━━━ Information supplied

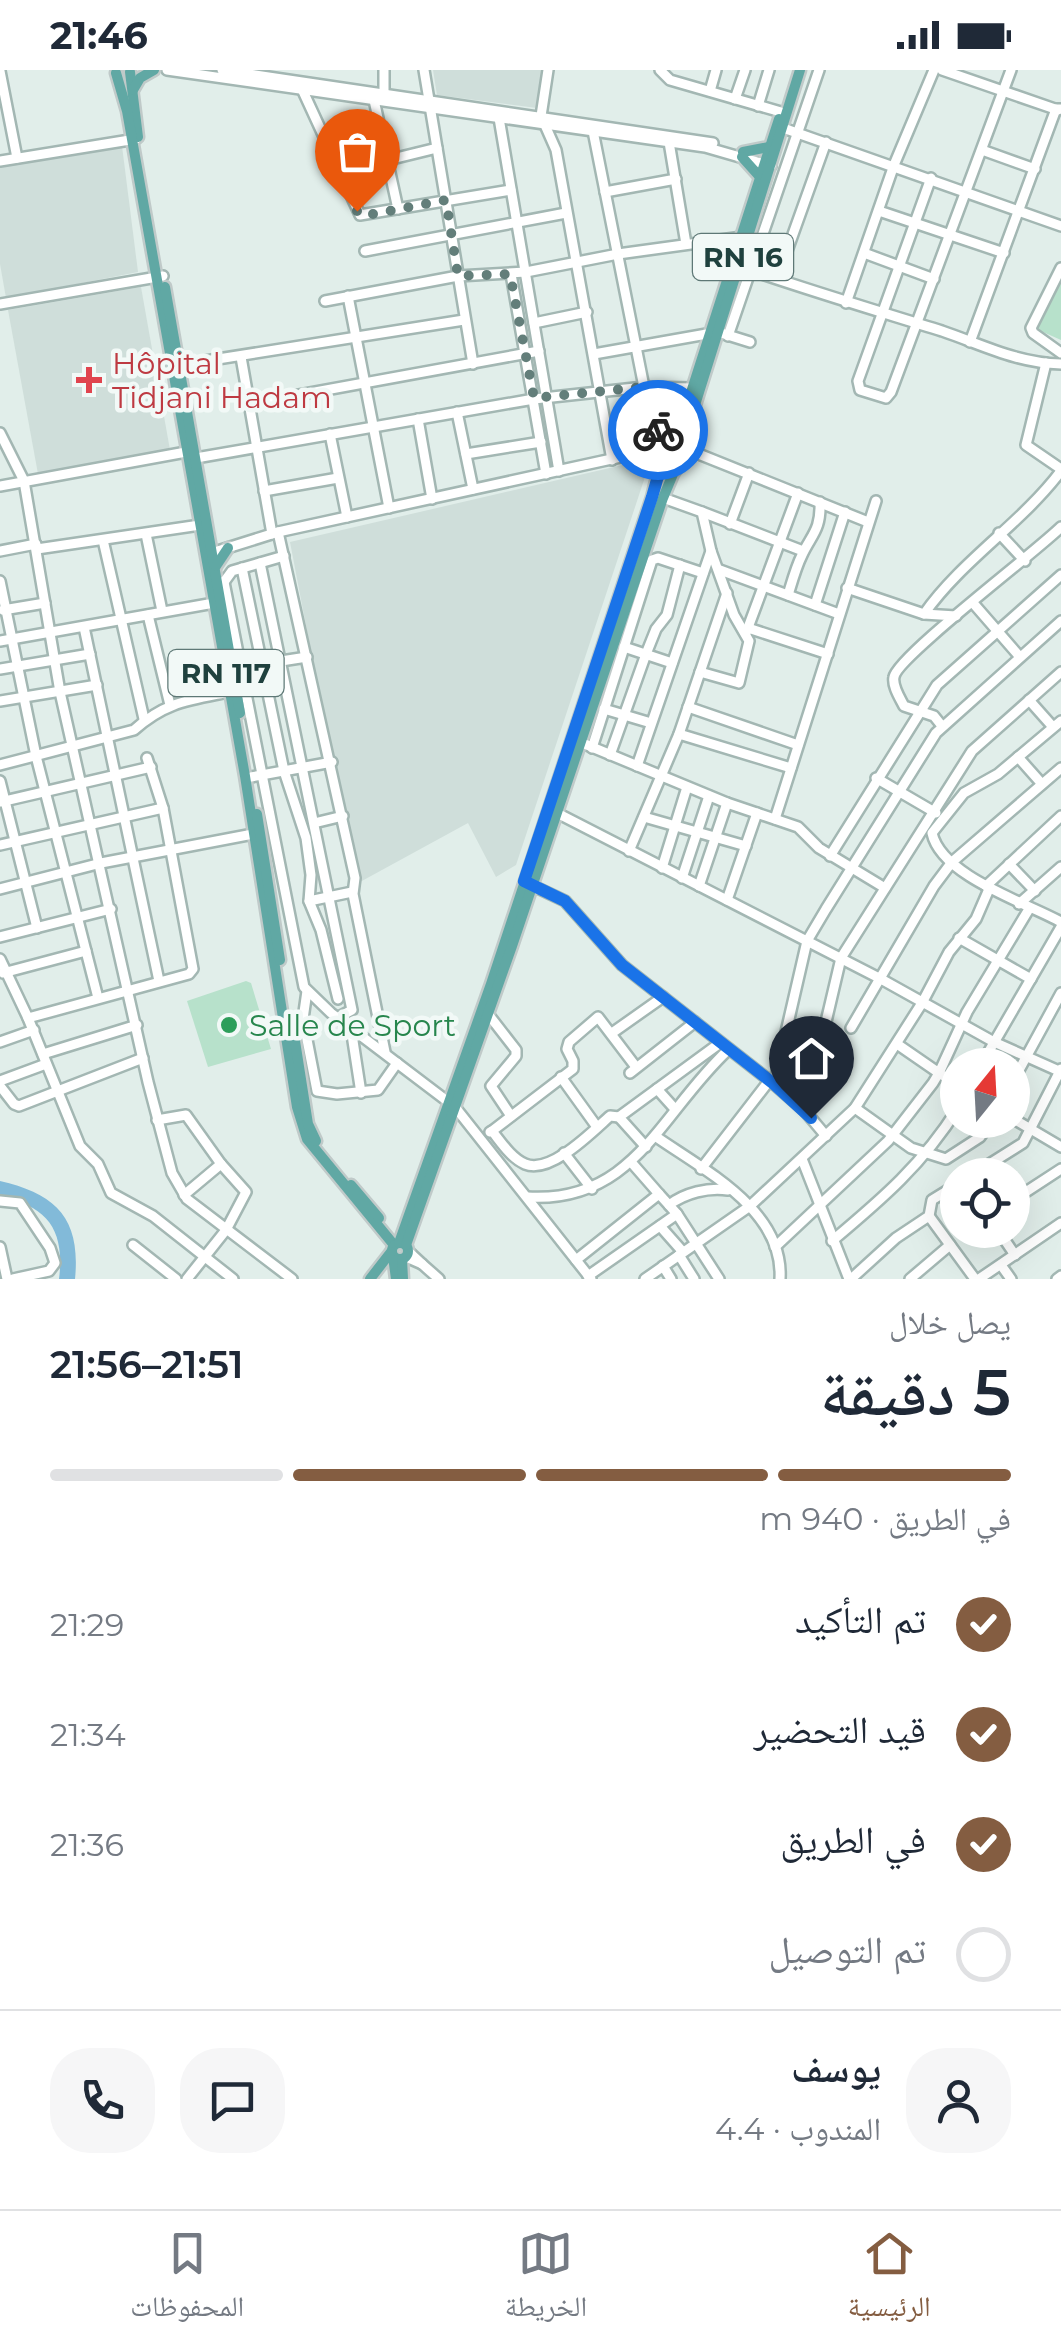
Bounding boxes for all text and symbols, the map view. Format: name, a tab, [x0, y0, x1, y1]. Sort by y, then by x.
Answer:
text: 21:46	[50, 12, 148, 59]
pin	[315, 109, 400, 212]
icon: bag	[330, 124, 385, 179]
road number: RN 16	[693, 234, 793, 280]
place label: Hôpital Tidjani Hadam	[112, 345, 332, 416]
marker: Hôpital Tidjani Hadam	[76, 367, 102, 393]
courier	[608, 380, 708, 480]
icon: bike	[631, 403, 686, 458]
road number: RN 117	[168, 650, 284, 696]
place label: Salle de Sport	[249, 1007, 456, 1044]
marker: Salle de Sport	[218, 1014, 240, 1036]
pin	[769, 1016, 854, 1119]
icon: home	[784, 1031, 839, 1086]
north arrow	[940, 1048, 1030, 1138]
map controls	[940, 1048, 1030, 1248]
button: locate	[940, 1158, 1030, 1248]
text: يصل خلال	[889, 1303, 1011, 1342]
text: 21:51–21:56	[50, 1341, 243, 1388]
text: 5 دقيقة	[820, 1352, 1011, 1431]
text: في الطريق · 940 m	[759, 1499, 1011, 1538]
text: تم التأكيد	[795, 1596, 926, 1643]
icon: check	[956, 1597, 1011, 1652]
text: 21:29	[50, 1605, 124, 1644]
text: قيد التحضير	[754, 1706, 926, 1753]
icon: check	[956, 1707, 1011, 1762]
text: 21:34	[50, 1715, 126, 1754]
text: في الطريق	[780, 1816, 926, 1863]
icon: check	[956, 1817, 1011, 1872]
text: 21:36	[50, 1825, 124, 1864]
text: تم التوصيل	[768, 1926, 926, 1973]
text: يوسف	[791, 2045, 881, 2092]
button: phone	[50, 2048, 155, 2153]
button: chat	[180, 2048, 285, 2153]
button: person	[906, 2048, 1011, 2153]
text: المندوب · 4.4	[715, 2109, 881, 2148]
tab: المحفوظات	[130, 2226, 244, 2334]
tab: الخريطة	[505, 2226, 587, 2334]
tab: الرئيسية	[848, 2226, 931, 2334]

━━━━━━
━━━ Information supplied

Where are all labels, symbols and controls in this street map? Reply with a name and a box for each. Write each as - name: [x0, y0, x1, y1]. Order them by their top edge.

━━━━━━

Within the listing above, work out how many lines contain the string "name", and reply with that number only.

2